Господин Барбье узнал о существовании ”Маранзакинианы” только благодаря заметке аббата Сен-Леже, которая, в свою очередь, почерпнута из ”Stromates{8}” того же Жаме. Вот что там говорится: ”Эта очень редкая книга была отпечатана в количестве полусотни экземпляров, не более, по приказу вдовствующей герцогини, на ее деньги и под ее наблюдением. Составил ее аббат Грекур, чтец этой высокородной особы. Маранзак был берейтором либо доезжачим покойного Монсеньора, сына Людовика XIV, каковому служил также и шутом. После смерти этого принца, приключившейся в 1711 (так!) году, он перешел на службу к госпоже герцогине и оставался при ней до самых преклонных лет. Книга представляет собой настоящую пародию на сборники такого рода; это прекрасный, отлично отпечатанный томик в 24-ю долю листа, состоящий из 54 (так!) страниц. Господин Лансло, которому я обязан этими сведениями, придя перед отъездом из Парижа проститься с аббатом Грекуром, купил ”Маранзакиниану” у горничной госпожи герцогини”. Совершенно очевидно, что Жаме написал эти строки, вошедшие во второй том ”Stromates” (стр. 1741), раньше, чем заметку на моем экземпляре; в ту пору он скорее всего видел ”Маранзакиниану” только мельком. Господин Пеньо в своем ”Указателе специальных библиографий” (стр. 64) и господин Брюне в своем ”Учебнике книгопродавца” (т. 2, стр. 424) описывают ”Маранзакиниану”, основываясь именно на приведенной выше заметке из ”Stromates”, так что Жаме оказывается в конечном счете единственным специалистом по части ”Маранзакинианы”, что придает экземпляру, бывшему некогда его собственностью, особое значение.

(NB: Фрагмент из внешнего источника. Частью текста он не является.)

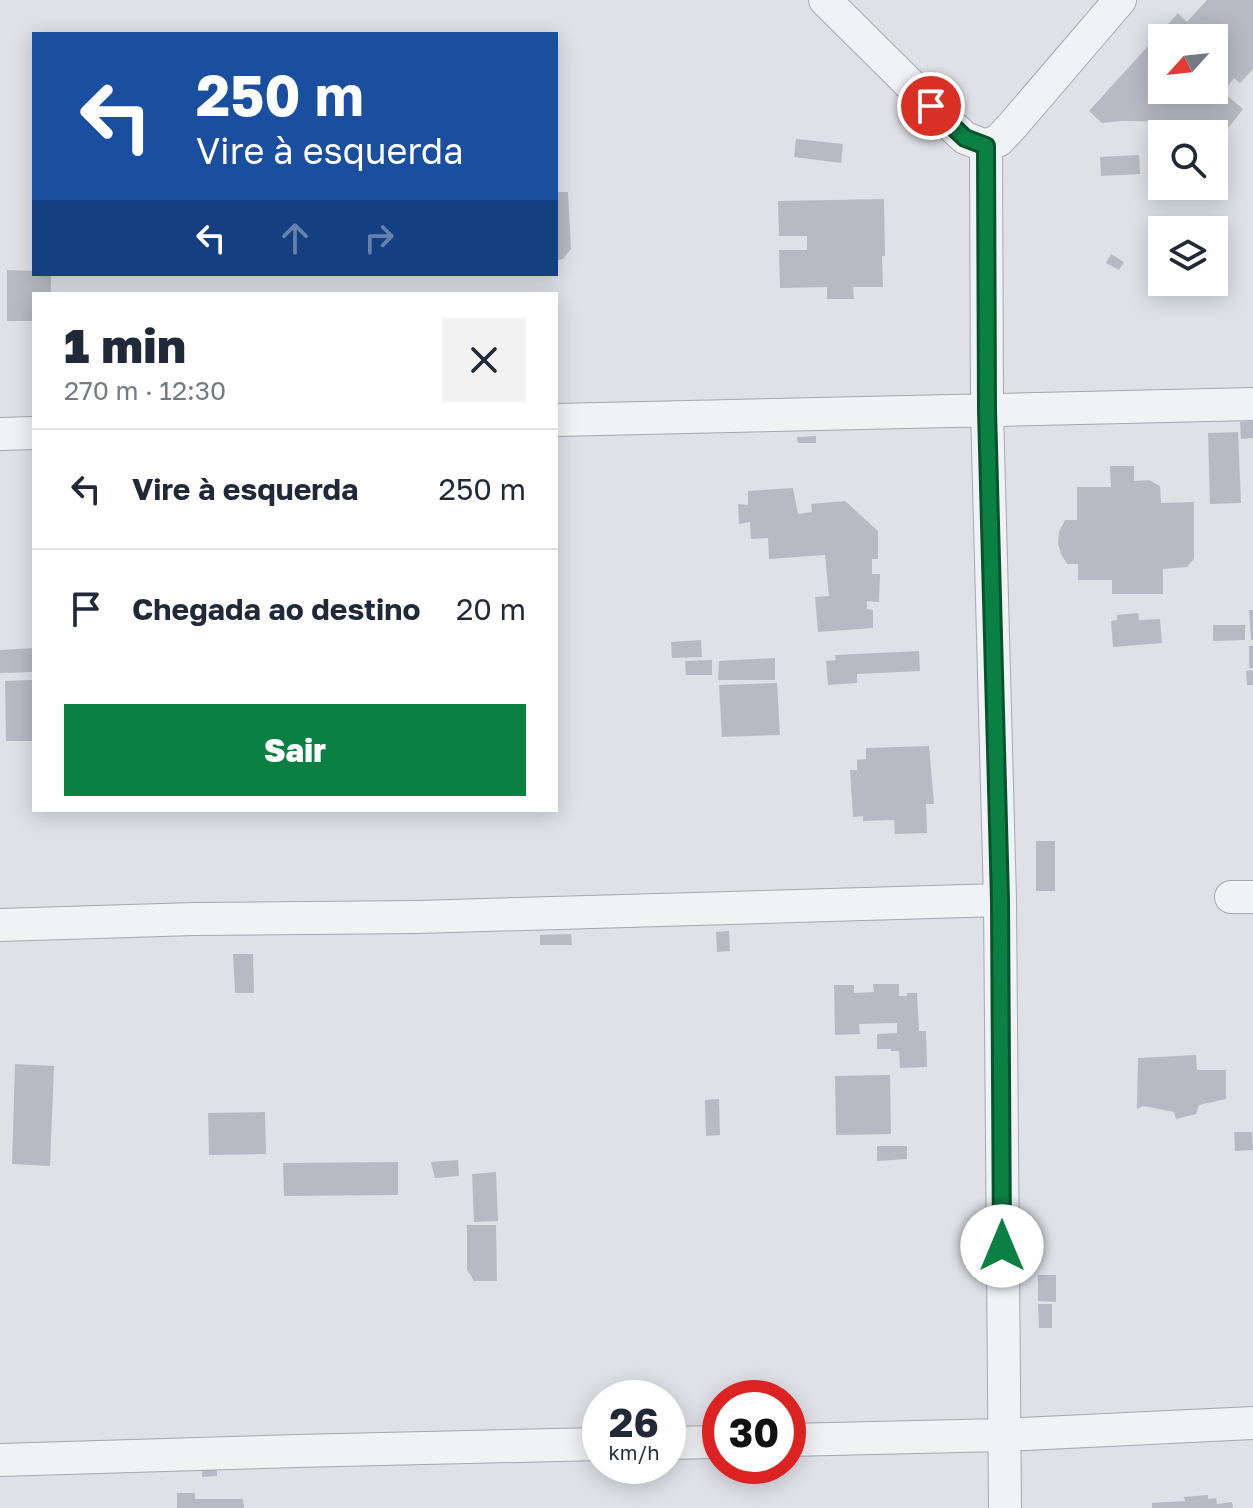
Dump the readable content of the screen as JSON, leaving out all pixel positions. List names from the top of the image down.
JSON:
{
  "north": "bottom left",
  "page": {
    "turn": ["250 m", "Vire à esquerda"],
    "heading": ["1 min", "270 m · 12:30"],
    "list": [
      {
        "name": "Vire à esquerda",
        "value": "250 m"
      },
      {
        "name": "Chegada ao destino",
        "value": "20 m"
      }
    ],
    "buttons": "Sair",
    "speed": "26 km/h",
    "limit": "30"
  }
}
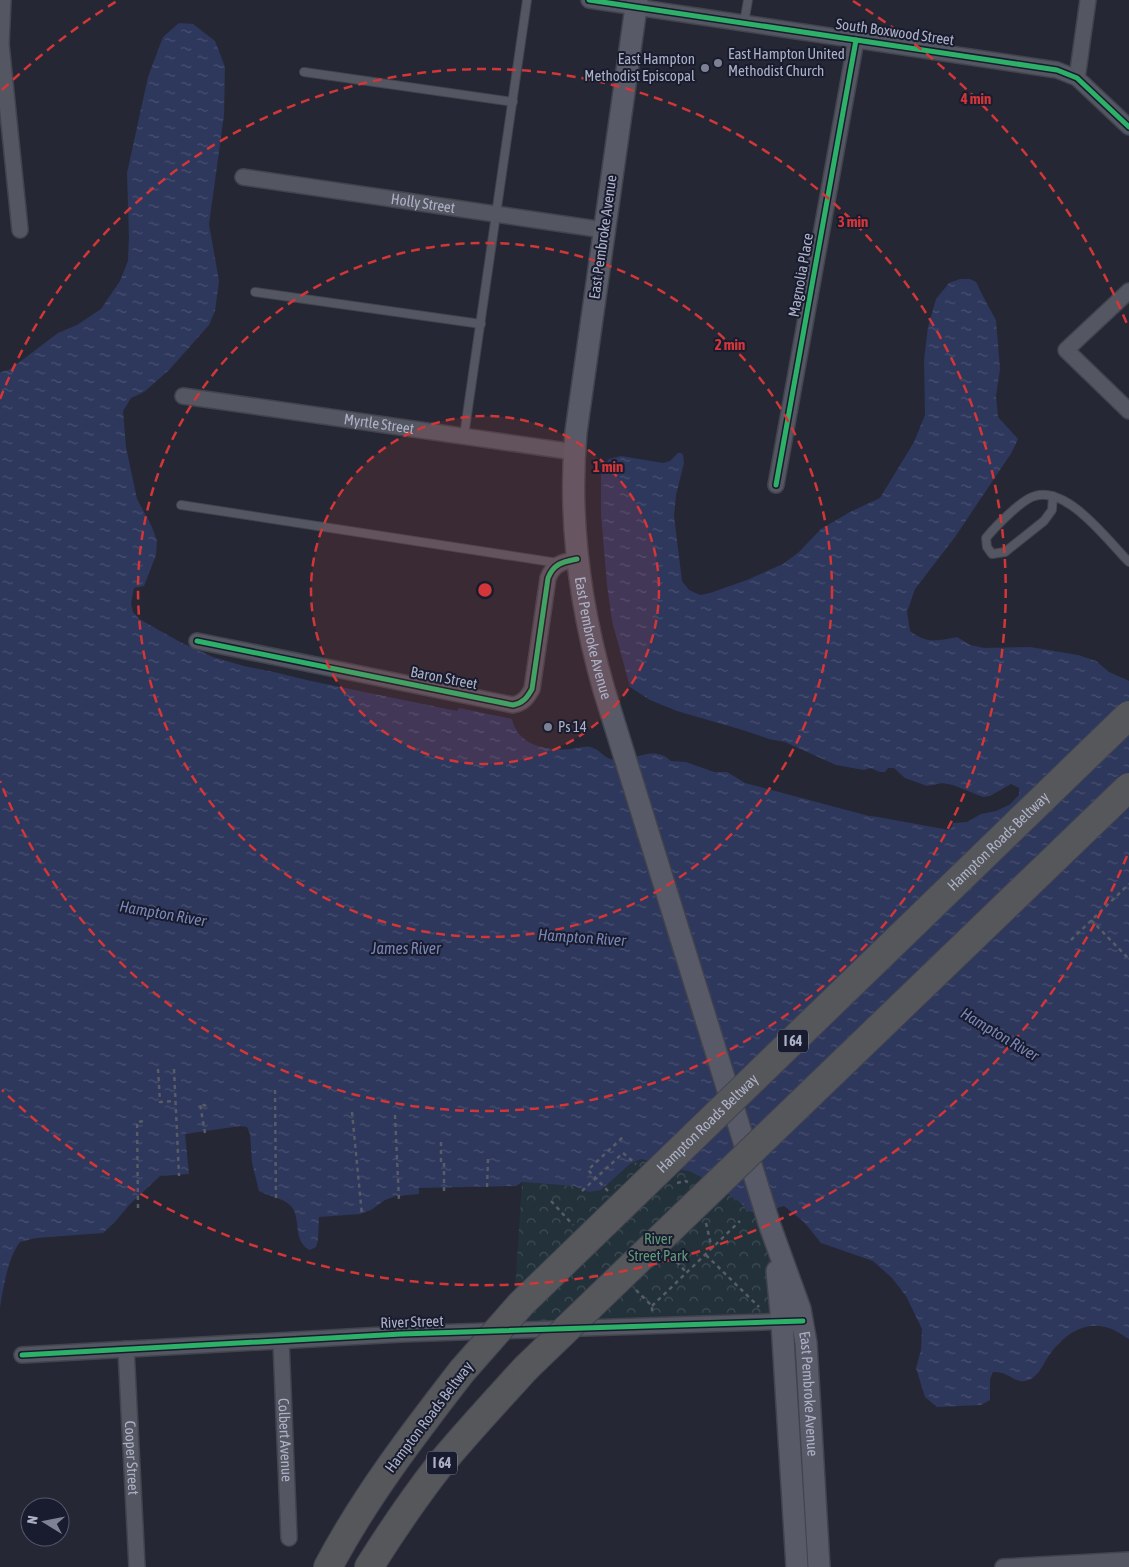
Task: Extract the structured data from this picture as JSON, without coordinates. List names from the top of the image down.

”Маранзакиниана”, как совершенно справедливо выразился Жаме, — это настоящая пародия на сборники такого рода, собрание глупостей и нелепостей не столько смешных, сколько несообразных; вся их соль состоит в неожиданном сближении самых далеких слов, резко меняющем смысл. Мои читатели смогут судить о книге по приведенным мною примерам; я постарался отобрать самые невинные фразы, хотя вообще-то Маранзак не стеснялся в выражениях, а составитель, избранный герцогиней, был не из тех, кого пугают непристойности.
«Маранзаку делается дурно за столом, он встает; его спрашивают, почему он уходит. „Монсеньор, — отвечает он, — у меня нет больше сил терпеть ревматизм в желудке”».
«Во время охоты на кабана Маранзак делает шесть выстрелов, и все мимо; в ярости он восклицает: „Черт подери! не знаю, с какой звезды я сегодня встал!”»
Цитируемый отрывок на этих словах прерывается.